Each line in the entries that has the word "Copa" has to be copied.

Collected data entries
+---+

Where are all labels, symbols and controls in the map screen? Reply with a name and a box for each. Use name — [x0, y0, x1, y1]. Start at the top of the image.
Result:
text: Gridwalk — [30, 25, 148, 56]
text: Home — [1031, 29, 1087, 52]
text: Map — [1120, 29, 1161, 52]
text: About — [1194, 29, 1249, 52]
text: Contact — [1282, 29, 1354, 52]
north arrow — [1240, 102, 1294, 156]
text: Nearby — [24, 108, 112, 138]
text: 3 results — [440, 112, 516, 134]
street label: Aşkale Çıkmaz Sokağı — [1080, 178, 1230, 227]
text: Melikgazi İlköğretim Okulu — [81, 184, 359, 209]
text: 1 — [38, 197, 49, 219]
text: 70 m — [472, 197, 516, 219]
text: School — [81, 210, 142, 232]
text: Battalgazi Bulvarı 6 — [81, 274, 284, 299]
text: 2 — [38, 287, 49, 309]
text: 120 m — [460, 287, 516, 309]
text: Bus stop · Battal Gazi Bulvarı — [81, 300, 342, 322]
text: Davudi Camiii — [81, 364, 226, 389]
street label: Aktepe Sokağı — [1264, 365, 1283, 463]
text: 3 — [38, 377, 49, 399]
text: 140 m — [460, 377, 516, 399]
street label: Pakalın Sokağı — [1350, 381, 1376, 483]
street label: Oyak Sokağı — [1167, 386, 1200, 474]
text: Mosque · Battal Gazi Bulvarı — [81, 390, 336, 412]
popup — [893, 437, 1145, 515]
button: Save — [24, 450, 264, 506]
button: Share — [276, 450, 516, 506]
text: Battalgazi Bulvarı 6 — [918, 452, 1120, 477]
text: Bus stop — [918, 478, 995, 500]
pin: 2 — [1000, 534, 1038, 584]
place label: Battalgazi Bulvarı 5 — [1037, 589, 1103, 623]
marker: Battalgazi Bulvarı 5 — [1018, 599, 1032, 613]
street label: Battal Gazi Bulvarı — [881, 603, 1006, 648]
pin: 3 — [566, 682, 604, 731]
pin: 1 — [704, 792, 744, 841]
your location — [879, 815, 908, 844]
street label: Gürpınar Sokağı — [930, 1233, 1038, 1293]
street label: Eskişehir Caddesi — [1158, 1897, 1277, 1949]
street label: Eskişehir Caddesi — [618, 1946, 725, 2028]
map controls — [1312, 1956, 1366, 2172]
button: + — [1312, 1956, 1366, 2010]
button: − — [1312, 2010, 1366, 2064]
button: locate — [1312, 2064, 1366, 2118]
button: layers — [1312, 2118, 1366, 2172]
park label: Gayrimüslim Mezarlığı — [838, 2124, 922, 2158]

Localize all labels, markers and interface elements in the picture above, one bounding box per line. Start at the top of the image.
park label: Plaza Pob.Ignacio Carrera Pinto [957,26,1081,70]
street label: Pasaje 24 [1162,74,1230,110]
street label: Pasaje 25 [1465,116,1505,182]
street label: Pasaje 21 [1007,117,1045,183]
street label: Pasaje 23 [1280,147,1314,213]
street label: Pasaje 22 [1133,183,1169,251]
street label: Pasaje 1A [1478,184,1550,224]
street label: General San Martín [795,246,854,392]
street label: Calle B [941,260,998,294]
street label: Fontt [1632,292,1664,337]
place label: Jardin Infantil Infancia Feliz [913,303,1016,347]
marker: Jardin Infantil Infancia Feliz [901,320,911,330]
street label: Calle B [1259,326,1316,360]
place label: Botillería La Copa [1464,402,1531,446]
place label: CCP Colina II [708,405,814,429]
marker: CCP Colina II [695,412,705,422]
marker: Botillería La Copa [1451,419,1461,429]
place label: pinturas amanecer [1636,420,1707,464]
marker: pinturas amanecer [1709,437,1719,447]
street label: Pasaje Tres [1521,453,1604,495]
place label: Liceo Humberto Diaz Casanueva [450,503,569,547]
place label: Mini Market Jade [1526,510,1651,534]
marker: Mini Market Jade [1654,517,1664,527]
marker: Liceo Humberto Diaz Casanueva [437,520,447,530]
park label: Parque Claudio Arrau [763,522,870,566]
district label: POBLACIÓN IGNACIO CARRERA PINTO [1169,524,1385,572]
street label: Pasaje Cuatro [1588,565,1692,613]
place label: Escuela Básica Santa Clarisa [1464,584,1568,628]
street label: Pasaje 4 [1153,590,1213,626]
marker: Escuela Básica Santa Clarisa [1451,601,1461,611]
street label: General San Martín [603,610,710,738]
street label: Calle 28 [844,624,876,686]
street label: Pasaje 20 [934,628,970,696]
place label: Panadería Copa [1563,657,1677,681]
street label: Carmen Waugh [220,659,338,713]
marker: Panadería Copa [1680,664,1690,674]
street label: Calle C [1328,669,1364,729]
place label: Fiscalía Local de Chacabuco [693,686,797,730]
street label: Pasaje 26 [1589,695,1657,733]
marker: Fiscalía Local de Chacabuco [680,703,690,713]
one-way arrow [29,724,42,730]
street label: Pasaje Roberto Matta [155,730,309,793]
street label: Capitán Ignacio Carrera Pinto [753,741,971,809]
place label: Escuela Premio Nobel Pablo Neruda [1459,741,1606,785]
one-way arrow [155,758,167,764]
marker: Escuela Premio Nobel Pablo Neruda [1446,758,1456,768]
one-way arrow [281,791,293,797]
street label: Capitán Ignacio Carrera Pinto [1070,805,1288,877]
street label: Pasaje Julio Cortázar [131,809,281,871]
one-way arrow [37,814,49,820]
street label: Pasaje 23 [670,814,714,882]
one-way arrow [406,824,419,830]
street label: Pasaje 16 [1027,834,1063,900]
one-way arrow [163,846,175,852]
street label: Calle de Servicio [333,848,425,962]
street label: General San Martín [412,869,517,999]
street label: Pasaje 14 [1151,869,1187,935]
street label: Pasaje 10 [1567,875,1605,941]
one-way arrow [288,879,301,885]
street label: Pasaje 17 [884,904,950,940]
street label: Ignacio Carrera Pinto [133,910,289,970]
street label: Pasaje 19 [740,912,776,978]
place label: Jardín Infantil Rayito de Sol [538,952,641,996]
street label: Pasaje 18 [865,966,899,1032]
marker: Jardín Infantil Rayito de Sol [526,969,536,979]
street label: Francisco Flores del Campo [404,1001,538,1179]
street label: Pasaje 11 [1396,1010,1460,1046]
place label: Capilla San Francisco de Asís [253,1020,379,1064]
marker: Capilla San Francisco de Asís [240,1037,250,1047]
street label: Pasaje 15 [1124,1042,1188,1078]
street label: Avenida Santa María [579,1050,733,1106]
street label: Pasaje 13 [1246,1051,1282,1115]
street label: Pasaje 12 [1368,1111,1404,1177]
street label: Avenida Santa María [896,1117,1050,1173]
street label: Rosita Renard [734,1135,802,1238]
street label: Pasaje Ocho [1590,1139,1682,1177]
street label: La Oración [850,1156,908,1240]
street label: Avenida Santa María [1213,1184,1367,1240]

+---+

_The answer_
place label: Botillería La Copa [1464,402,1531,446]
marker: Botillería La Copa [1451,419,1461,429]
place label: Panadería Copa [1563,657,1677,681]
marker: Panadería Copa [1680,664,1690,674]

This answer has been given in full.